Ron Westfall: Yes, it’s very exciting times and I think one thing that people are very interested in hearing about is, for example, AI’s impact on Moore’s law. And first of all, can you explain what is Moore’s law and from your view, what is going to be different about Moore’s law as AI unfolds?

Sandeep Bharathi: Yeah, great question. I think Moore’s law, as you know, is not a physical law. It was an observation by Dr. Gordon Moore in the sixties when he published and he saw the trend that computing power doubles at the rate of 18 months to two years. And over the period of the last four or five decades, that has been right. And now as we move to the limits of semiconductor scaling, which means every process geometry by classical scaling meant that if you were say, let’s go back to 28 nanometer going to 20 or 16 nanometer, you could pack in two times the number of transistors in a given square millimeter or a DAI. But as we have gone to 5 nanometer, 3 nanometer and 2 nanometer in advanced CMOS, it’s slowing down, it’s still there. People go to advanced technologies for three reasons. One is to pack more transistors in a given piece of silicon. The other one is higher performance for the silicon that you pack in. And the third is energy efficiency or the lower power. Those are the three reasons. But because the limits of physics are almost being reached, there are newer innovations for transistors. So we had Planar transistors that went to FinFET. Now there are what they call the Gate-all-around transistors or nano sheets and it’ll soon be some other material. But you also have to integrate a number of these silicon chips into 3D stacking to advance the scaling in a way or to keep the Moore’s Law alive as well as packaging strategies of 2 1/2D, 3D stacking, with the Chip-on-Wafer-on-Substrate activities. Those are aspects, that is what AI also is bringing it up to how much more can we pack and how much more can we get in and out of the package.

Ron Westfall: Yes, no, I agree. I think packaging is going to be a huge differentiator for how silicon is selected. And I think that is an excellent historical overview of Moore’s Law and what is going on today. Forward-looking Moore, what is Marvell doing to first of all take advantage of these capabilities and also specifically in relation to IP networking capabilities?

Sandeep Bharathi: A very good point to segue into is I want to move from what we talk about compute in AI to really the data movement. So advanced technologies allow us to actually give the power efficiency low energy for data movement. But what is also happening is the analog mix signal characteristics or the scaling, for example, the caches of the SRAM or the SerDes or the serializer/deserializer architectures. They’re not scaling as effectively as digital circuits. So what we need to do is really increase the bandwidth through different signaling mechanisms. One way I will, just to explain is if you have a 10 lane highway, you can only send so many cars at a time with so many passengers. But one way to double the number of passengers is, for example, go from two-seater passenger car to an SUV which seats six or a double-decker bus, which would probably seat 50 passengers.

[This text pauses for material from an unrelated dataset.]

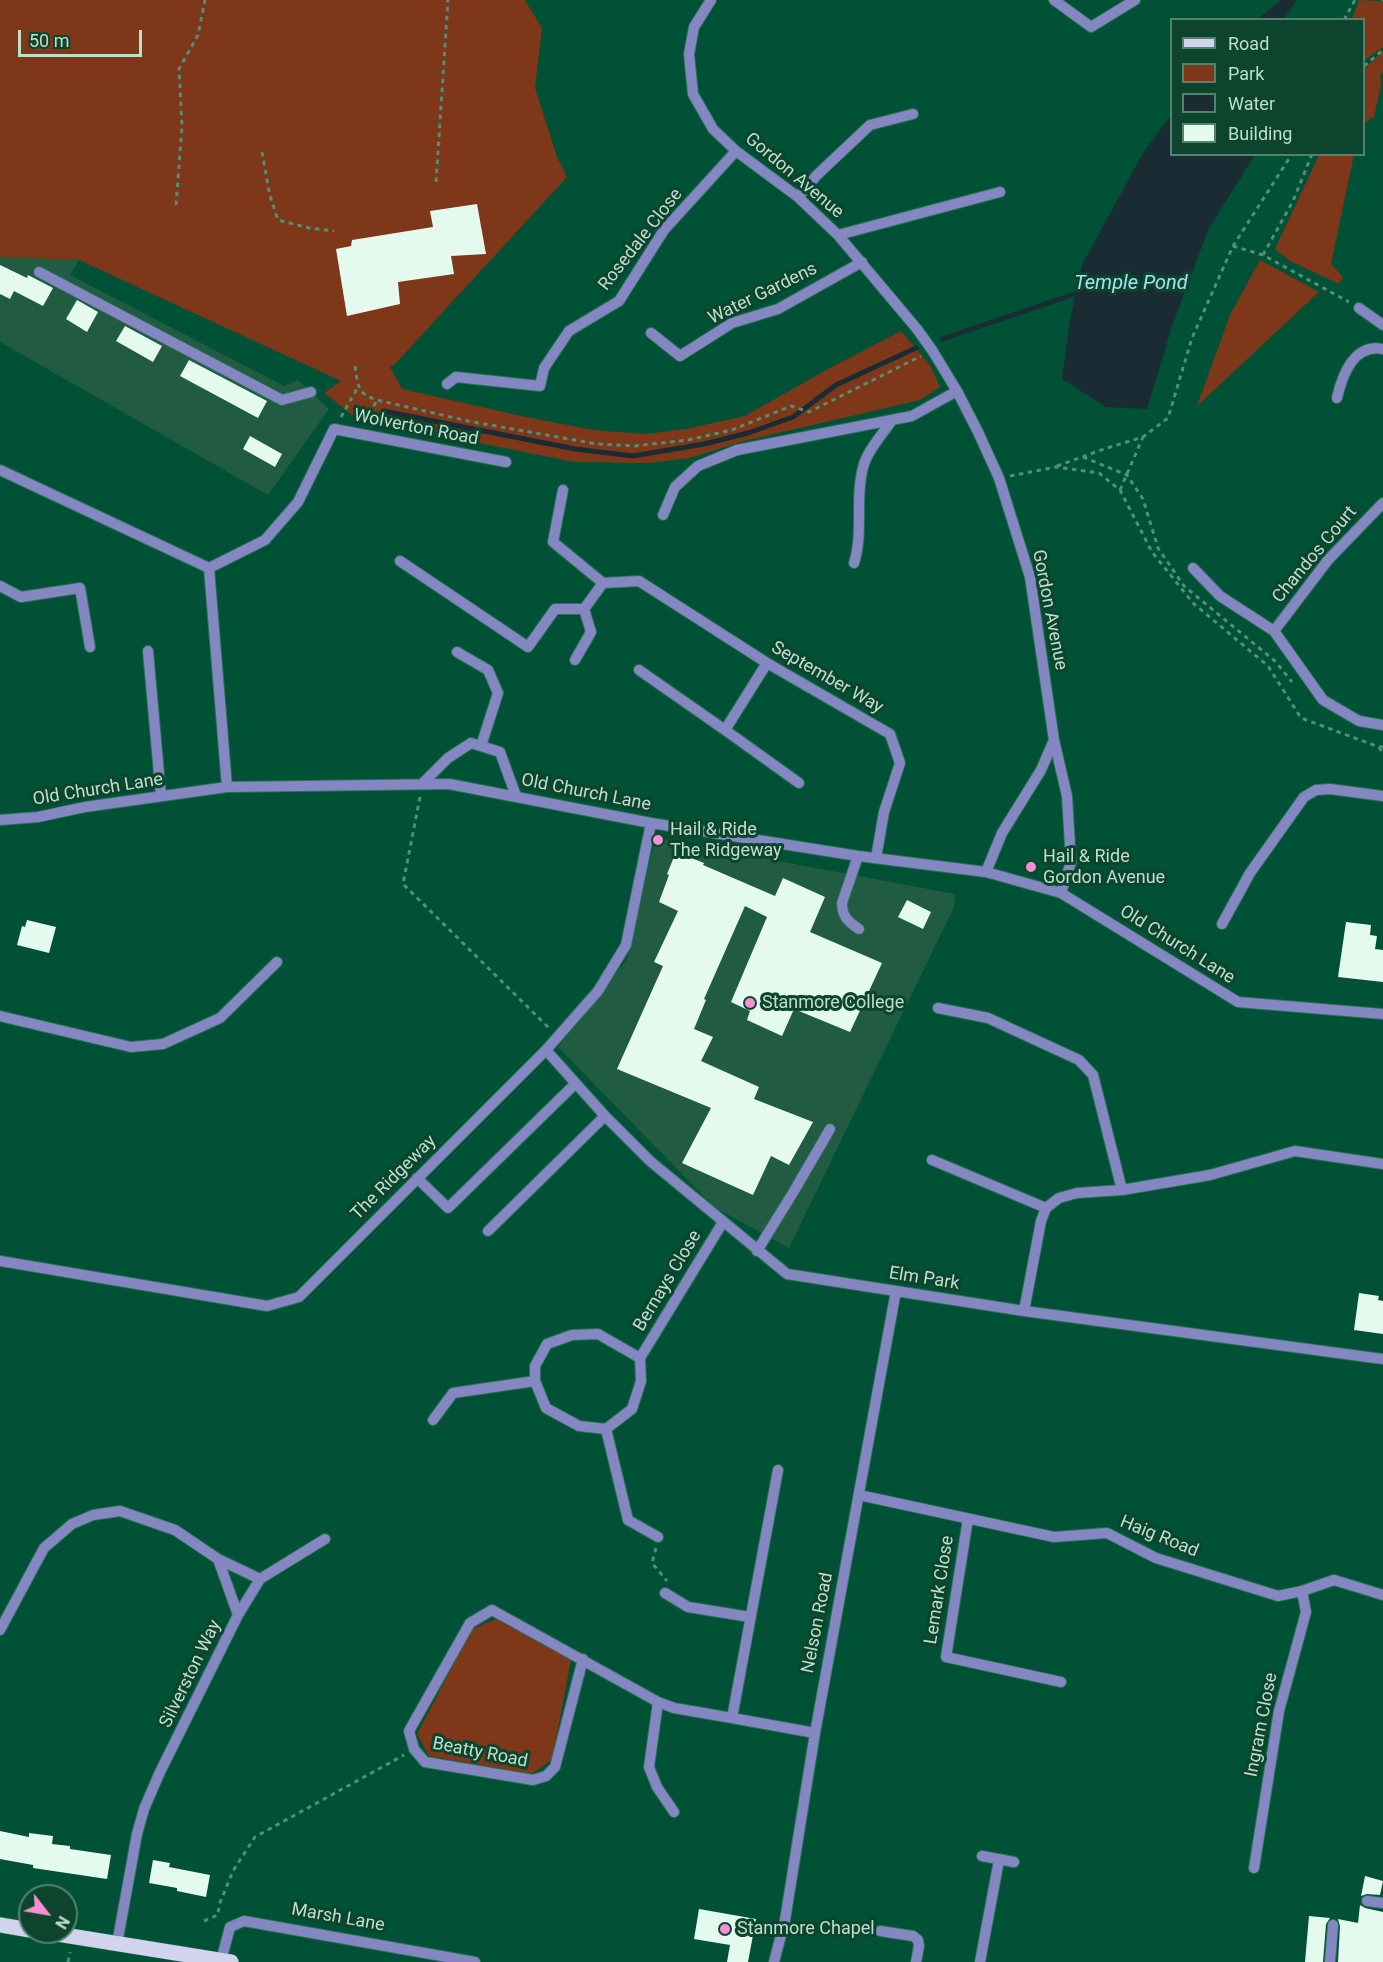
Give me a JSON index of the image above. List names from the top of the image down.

Likewise, we figured out how to send the bits and bytes by using the technology to cram in more transistors, but also evolve innovations in signaling transitions so we can send more bits or gigabits per second. That’s another metric that we use in order to widen the bandwidth capability with also the highest energy efficiency or low power. And that is done by a lot of innovations in analog mix signal circuitry as well as you need different algorithms for error correction because when they go a certain distance, just like they lose the fidelity and we need to build in through DSP algorithms. And that’s what is very evident with our optical DSPs and coherent DSPs, which are various different signaling, which is PAMM four and optical and QPSK and qualm signaling in our coherent. So that’s how we take advantage of not only the advances in semiconductors, but also innovations in signaling techniques, innovations in our analog mix signal portfolio.

Ron Westfall: Yeah, I can understand that. And I think that does lay the foundation for the drilling down more on a specific aspect of the portfolio that I see increasingly becoming important, and that is the connectivity IP capabilities. Naturally, I know folks out there are very keen to know more about what Marvell’s doing in that area specifically, and also any insight as to the direction that you’re seeing these capabilities going.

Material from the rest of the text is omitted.